Data entries:

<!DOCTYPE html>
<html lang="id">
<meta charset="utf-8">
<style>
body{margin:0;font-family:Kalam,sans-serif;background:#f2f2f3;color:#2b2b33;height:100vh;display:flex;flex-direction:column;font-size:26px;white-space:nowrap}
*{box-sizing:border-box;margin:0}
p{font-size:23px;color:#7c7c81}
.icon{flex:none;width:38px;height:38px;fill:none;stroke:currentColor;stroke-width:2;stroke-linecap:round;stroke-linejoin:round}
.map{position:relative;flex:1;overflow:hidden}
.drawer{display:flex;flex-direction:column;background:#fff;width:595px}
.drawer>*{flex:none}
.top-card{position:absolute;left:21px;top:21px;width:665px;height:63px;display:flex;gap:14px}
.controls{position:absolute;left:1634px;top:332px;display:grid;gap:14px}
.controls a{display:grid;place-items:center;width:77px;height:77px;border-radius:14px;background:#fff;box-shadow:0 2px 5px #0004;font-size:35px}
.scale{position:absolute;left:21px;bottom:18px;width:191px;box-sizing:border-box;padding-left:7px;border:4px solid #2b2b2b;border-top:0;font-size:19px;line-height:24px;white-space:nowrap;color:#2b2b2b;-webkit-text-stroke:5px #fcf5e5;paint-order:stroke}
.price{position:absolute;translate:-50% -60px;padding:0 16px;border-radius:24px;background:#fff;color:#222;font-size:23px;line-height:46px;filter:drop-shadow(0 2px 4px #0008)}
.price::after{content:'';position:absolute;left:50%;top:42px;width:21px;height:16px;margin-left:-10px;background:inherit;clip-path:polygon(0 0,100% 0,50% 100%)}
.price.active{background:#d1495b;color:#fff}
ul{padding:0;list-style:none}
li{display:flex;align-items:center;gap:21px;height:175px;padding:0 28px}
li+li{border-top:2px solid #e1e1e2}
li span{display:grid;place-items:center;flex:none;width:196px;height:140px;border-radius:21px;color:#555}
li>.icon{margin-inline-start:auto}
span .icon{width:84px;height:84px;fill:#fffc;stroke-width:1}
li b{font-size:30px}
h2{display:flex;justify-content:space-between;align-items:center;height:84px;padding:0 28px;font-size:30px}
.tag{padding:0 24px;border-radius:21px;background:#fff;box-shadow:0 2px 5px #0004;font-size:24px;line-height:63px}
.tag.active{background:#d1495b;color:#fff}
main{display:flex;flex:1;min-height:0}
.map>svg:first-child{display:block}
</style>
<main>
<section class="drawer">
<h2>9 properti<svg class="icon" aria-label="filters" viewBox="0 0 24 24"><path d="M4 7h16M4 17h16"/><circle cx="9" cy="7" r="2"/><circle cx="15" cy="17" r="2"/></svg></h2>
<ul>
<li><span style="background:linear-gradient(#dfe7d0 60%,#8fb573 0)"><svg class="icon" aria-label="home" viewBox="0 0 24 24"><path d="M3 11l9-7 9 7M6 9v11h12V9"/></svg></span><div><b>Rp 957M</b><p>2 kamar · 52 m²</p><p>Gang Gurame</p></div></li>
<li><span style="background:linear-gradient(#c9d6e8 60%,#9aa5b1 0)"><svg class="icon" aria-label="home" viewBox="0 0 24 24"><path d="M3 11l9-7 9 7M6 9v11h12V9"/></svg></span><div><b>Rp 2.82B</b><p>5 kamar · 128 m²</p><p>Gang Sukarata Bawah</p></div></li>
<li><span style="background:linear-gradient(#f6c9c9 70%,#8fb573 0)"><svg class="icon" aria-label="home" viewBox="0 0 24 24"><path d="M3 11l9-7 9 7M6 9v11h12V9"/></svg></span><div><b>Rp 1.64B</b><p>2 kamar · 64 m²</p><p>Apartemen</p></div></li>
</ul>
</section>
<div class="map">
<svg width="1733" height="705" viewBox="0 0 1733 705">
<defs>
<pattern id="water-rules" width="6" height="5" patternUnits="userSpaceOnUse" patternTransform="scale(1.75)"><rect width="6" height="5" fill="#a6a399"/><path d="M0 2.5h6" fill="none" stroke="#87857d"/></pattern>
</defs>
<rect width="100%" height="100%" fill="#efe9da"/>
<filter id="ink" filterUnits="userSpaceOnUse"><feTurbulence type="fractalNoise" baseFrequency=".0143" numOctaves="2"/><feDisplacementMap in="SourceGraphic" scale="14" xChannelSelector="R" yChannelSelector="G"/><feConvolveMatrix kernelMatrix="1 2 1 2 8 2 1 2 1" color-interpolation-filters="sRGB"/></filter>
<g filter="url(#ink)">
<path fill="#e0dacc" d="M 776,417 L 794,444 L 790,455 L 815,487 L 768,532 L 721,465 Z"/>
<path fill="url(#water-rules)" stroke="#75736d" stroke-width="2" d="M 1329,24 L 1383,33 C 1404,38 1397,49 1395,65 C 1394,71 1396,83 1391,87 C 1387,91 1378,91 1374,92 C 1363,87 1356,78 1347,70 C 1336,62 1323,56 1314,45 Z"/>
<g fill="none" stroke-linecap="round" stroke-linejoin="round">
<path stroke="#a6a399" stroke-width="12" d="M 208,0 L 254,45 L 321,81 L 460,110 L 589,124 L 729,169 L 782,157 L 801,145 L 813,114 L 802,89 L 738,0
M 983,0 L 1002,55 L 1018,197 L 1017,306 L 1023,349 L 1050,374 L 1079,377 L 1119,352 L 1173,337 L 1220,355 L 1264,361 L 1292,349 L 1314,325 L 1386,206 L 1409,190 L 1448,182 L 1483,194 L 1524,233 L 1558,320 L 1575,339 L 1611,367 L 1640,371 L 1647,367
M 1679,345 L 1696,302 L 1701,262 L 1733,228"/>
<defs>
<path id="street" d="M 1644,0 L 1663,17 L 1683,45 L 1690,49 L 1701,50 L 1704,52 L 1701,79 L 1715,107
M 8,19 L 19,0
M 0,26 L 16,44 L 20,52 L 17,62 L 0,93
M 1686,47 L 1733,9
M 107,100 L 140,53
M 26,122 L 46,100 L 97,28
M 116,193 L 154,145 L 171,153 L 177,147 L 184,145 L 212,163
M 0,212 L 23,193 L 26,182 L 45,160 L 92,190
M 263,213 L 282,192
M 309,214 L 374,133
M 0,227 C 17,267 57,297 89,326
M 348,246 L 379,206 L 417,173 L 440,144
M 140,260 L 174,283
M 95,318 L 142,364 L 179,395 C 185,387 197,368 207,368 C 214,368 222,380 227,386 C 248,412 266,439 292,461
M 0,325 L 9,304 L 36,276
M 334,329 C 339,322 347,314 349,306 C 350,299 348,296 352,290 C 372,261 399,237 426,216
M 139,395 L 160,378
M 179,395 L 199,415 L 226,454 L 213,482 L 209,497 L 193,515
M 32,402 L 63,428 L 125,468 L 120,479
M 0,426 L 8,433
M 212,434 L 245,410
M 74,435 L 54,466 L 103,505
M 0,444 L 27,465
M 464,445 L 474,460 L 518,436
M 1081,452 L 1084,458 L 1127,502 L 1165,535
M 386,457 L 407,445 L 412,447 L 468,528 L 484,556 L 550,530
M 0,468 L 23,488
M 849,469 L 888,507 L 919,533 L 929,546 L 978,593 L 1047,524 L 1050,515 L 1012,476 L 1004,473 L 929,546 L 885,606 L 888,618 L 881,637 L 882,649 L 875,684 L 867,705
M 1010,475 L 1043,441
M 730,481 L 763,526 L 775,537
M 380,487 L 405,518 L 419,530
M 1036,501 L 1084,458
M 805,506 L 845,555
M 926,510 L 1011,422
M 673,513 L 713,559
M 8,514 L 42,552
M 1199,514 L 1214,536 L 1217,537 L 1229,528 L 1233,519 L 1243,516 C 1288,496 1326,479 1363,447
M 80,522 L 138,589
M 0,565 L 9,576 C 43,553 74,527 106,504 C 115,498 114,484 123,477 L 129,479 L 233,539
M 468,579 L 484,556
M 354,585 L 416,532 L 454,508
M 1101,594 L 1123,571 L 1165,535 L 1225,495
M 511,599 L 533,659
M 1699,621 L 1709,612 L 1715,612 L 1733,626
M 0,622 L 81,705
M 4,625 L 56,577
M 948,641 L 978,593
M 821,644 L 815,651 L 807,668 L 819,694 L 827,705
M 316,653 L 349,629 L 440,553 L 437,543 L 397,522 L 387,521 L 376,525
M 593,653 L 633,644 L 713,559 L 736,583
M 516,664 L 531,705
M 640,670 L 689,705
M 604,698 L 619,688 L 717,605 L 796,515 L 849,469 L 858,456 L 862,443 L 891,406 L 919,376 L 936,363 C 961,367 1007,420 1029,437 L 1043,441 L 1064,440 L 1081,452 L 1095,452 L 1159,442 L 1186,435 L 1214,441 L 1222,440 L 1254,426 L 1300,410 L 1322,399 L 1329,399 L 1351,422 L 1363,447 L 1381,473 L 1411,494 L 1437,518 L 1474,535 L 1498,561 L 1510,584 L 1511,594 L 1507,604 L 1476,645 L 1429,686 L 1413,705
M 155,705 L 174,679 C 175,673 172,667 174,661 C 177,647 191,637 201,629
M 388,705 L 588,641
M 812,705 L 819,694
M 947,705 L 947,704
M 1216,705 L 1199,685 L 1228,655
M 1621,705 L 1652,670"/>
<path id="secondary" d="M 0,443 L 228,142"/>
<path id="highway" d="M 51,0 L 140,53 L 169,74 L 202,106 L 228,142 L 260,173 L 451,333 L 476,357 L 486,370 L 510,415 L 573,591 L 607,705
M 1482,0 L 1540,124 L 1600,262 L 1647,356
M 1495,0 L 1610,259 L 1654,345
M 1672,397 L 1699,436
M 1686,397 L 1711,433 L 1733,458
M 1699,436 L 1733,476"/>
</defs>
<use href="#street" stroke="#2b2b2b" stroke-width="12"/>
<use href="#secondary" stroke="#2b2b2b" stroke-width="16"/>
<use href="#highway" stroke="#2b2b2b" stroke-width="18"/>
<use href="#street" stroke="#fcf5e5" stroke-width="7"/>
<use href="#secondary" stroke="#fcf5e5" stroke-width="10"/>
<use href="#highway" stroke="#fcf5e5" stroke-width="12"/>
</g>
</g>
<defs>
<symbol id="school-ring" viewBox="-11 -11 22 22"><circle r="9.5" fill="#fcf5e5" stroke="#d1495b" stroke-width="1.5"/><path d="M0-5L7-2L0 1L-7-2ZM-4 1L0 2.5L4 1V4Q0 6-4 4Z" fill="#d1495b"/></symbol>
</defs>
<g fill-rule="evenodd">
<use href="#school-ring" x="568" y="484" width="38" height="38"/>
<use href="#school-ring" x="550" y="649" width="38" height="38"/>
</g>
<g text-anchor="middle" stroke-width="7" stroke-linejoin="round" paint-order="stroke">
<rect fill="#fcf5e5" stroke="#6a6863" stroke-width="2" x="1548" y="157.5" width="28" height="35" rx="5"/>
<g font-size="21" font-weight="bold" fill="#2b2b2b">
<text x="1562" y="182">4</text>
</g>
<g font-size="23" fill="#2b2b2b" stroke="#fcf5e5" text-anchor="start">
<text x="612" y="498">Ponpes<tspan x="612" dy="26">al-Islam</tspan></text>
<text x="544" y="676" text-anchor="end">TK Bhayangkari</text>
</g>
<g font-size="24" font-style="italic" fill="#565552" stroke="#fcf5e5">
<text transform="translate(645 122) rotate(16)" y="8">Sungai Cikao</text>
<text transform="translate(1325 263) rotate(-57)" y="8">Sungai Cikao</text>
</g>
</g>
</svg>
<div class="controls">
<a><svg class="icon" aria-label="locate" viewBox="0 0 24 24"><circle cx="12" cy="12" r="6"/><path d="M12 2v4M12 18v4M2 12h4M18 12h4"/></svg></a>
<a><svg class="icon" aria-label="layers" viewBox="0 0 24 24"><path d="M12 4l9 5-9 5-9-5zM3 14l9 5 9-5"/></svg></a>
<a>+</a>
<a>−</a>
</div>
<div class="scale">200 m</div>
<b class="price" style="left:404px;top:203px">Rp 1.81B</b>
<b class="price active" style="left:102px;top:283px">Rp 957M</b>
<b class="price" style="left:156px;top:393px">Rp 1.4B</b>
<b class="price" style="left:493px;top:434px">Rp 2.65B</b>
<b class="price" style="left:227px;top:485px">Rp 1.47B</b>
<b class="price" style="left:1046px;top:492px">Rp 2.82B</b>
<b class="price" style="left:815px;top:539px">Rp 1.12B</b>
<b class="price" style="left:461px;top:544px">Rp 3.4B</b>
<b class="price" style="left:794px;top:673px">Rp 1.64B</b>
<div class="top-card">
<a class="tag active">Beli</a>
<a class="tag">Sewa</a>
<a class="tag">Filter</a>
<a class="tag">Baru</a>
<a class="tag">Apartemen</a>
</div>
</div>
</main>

WORK REQUIRED:
An exact copy of the lines above between the line holding "M 263,213 L 282,192" and the line holding "M 0,444 L 27,465", inclusive, is the whole answer.

EXERCISE OUTPUT:
M 263,213 L 282,192
M 309,214 L 374,133
M 0,227 C 17,267 57,297 89,326
M 348,246 L 379,206 L 417,173 L 440,144
M 140,260 L 174,283
M 95,318 L 142,364 L 179,395 C 185,387 197,368 207,368 C 214,368 222,380 227,386 C 248,412 266,439 292,461
M 0,325 L 9,304 L 36,276
M 334,329 C 339,322 347,314 349,306 C 350,299 348,296 352,290 C 372,261 399,237 426,216
M 139,395 L 160,378
M 179,395 L 199,415 L 226,454 L 213,482 L 209,497 L 193,515
M 32,402 L 63,428 L 125,468 L 120,479
M 0,426 L 8,433
M 212,434 L 245,410
M 74,435 L 54,466 L 103,505
M 0,444 L 27,465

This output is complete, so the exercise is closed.